Announcement

Collapse
No announcement yet.
X
  • Filter
  • Time
  • Show
Clear All
new posts

  • Instrumental variables regression with proportional (rate) dependent variable

    I am looking for theoretical and practical advice on how to model a particular type of IV regression. The classical case of 2SLS is estimation where y is continuous. 2SLS is inefficient when y is binary or a count variable. Recent applied work has highlighted the value of two stage residual inclusion when y (or x) is binary. In the design of interest, the dependent variable is continuous but bounded from 0 to 1 (it is a proportion). My understanding is that the most appropriate model for rate variables is a GLM with a link function like logit (I've used this approach in a previous, unrelated project). I have not seen documentation of a 2SGLM, however.

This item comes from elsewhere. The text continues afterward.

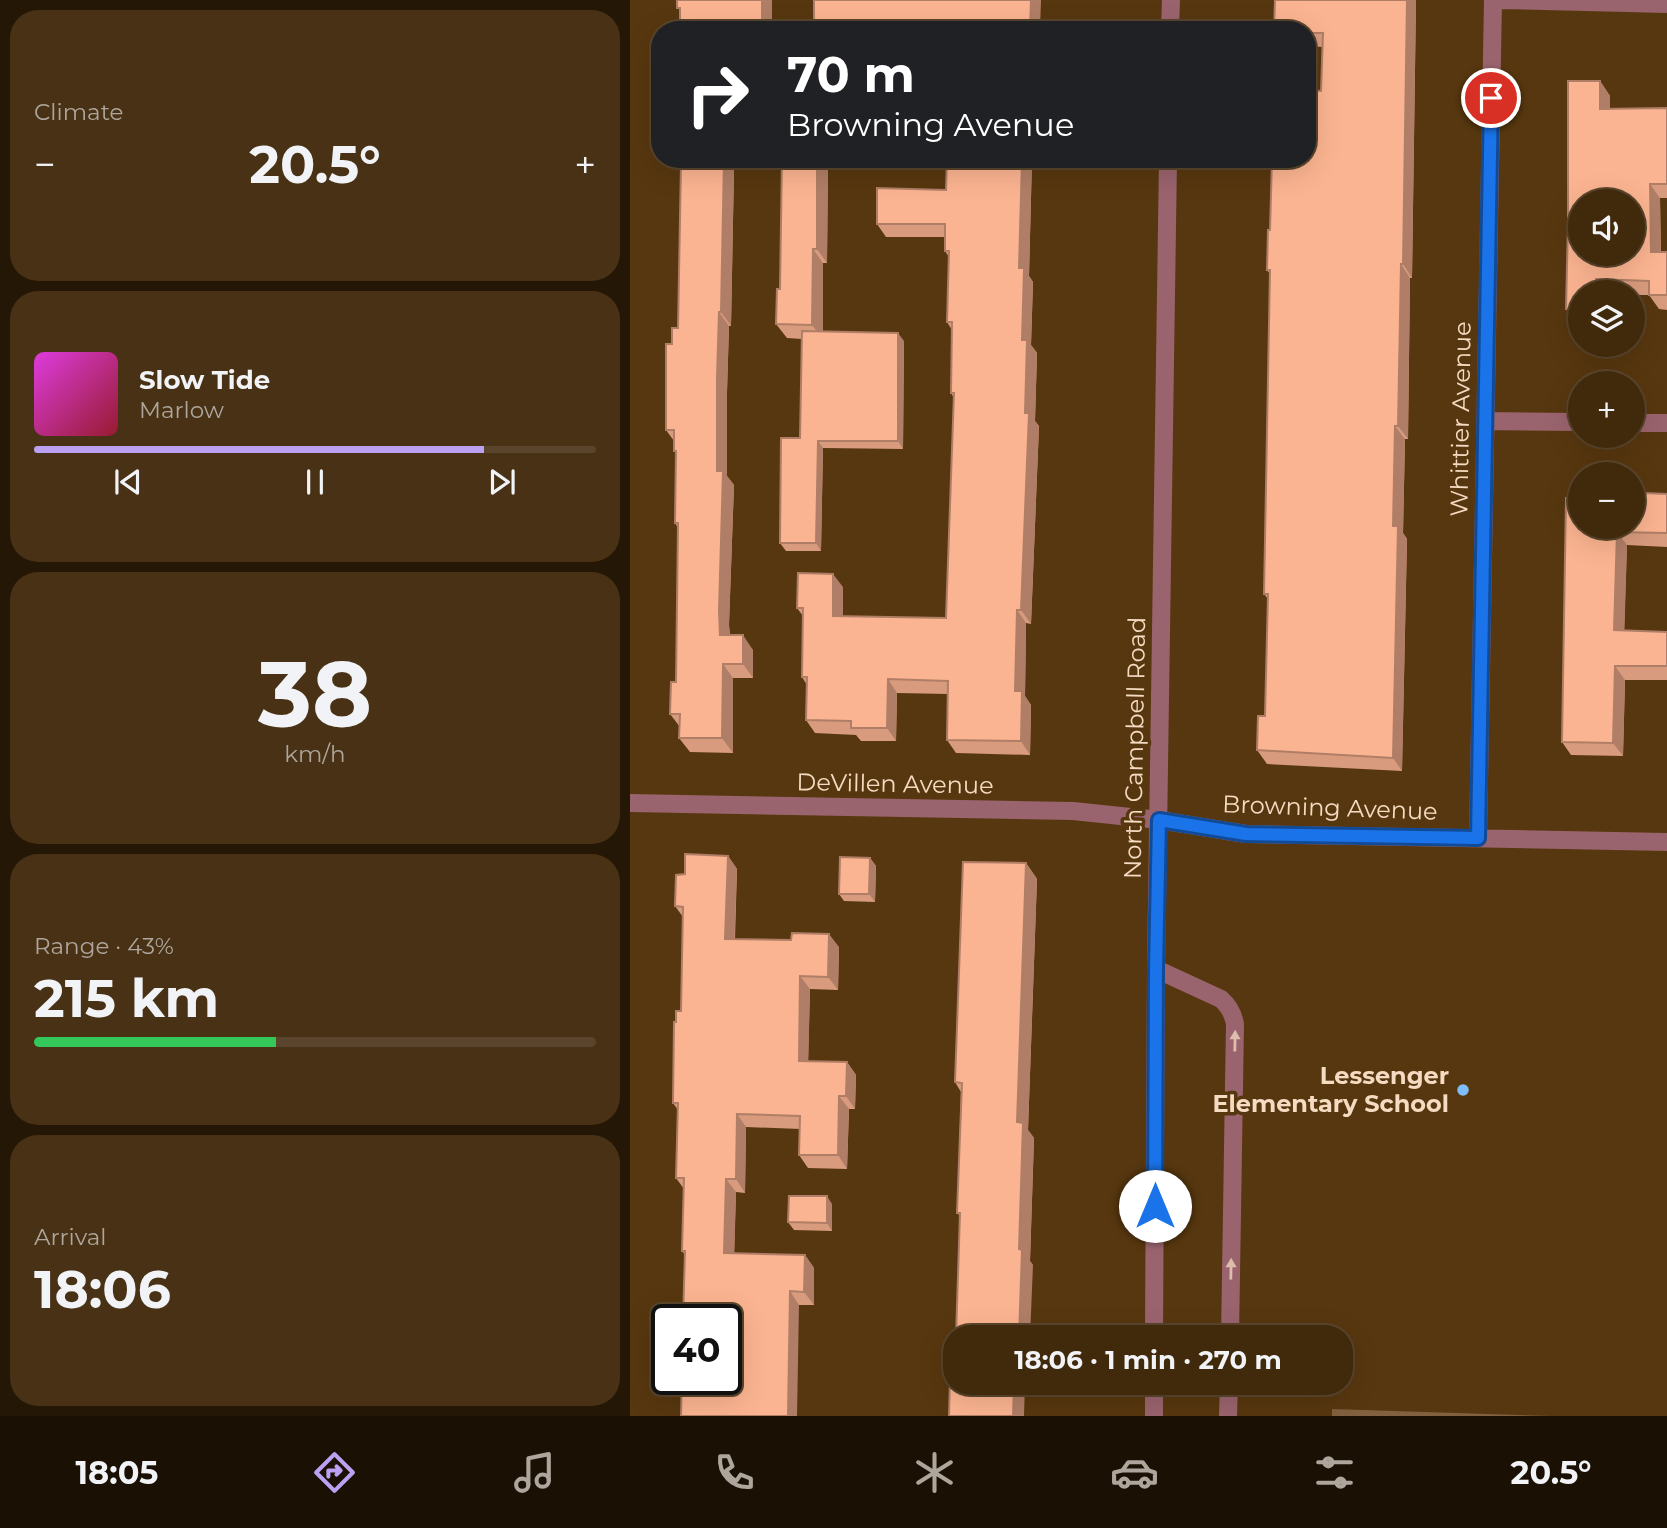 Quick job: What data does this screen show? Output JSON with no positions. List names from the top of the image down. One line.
{"streets":{"street":["Whittier Avenue","North Campbell Road","DeVillen Avenue","Browning Avenue"]},"crossings":[["Whittier Avenue","Browning Avenue"],["North Campbell Road","DeVillen Avenue"],["North Campbell Road","Browning Avenue"],["DeVillen Avenue","Browning Avenue"]],"places":["Lessenger Elementary School"],"page":{"tile":["Climate",["38","km/h"],["Range · 43%","215 km"],["Arrival","18:06"]],"turn":["70 m","Browning Avenue"],"heat":["−","20.5°","+"],"map_buttons":["+","−"],"song":["Slow Tide","Marlow"],"limit":"40","trip":"18:06 · 1 min · 270 m","tabs":["18:05","20.5°"]}}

    Does anyone have advice on how to implement an IV design with a rate outcome variable and continuous X and Z variables?


  • #2
    If your dependent variable was a 0/1 dichotomy, would ivprobit do what you want? If so, Wooldridge has noted that ivprobit could be easily modified to work with fractional response variables (see especially slide 17):

    http://www.stata.com/meeting/chicago...wooldridge.pdf

    Some of the things that Wooldridge was calling for in that presentation were implemented in Stata 14 with the -fracreg- command. But, as far as I know fractional ivprobit does not have an official Stata command. If you are interested, I do have a fracivp command where I hacked ivprobit to work with fractional variables -- but it is use at your own risk.
    -------------------------------------------
    Richard Williams, Notre Dame Dept of Sociology
    Stata Version: 17.0 MP (2 processor)

    EMAIL: [email protected]
    WWW: https://www3.nd.edu/~rwilliam

    Comment


    • #3
      Thanks Richard. This sounds very promising. The description in the slides you posted seems to indicate something along the lines of a residual inclusion model for the second stage. Would you mind sharing your code? I'd really appreciate it.

      To complicate the model slightly, my design includes two endogenous regressors as well as unit and time fixed effects.
      Last edited by Austin L Wright; 25 Jun 2015, 14:14.

      Comment


      • #4
        Dear Richard,

        Other than using the residuals from a first stage as an instrument, is there any other adjustment that IVProbit command would need? Do you know of any papers that discuss the econometrics/justification of using a probit model for a fractional dependent variable with these residuals?

        thank you!
        D

        Comment


        • #5
          I discuss this method in Section 18.6 of my 2010 MIT Press book "Econometric Analysis of Cross Section and Panel Data." It is also a special case of Papke and Wooldridge (2008, Journal of Econometrics). A two-step method is very easy provided your endogenous explanatory variable is (roughly) continuous. You can use glm or fracprob.

          Code:
          reg w x1 ... xk z1 ... zm
          predict vhat, resid
          glm y w vhat x1 ... xk, fam(bin) link(probit) vce(robust)
          The standard errors from the glm are not correct if you decide to leave vhat in the equation. You should bootstrap the two estimation steps to get proper standard errors. As Richard pointed out several years ago, you can use ivprobit in a single step if you override the check that y is binary. It's the same problem then. I show that this is consistent in my 2014 Journal of Econometrics paper on quasi-MLE with endogenous explanatory variables.

          Comment


          • #6
            Thank you very much. One thing that I am not super clear about is how to include a second endogenous variable in the control function. If x and x^2 are endogenous, I want to have two instruments for my two endogenous varialbes: vhat and vhat^2. But including these in the glm equation together would be problematic because they are correlated?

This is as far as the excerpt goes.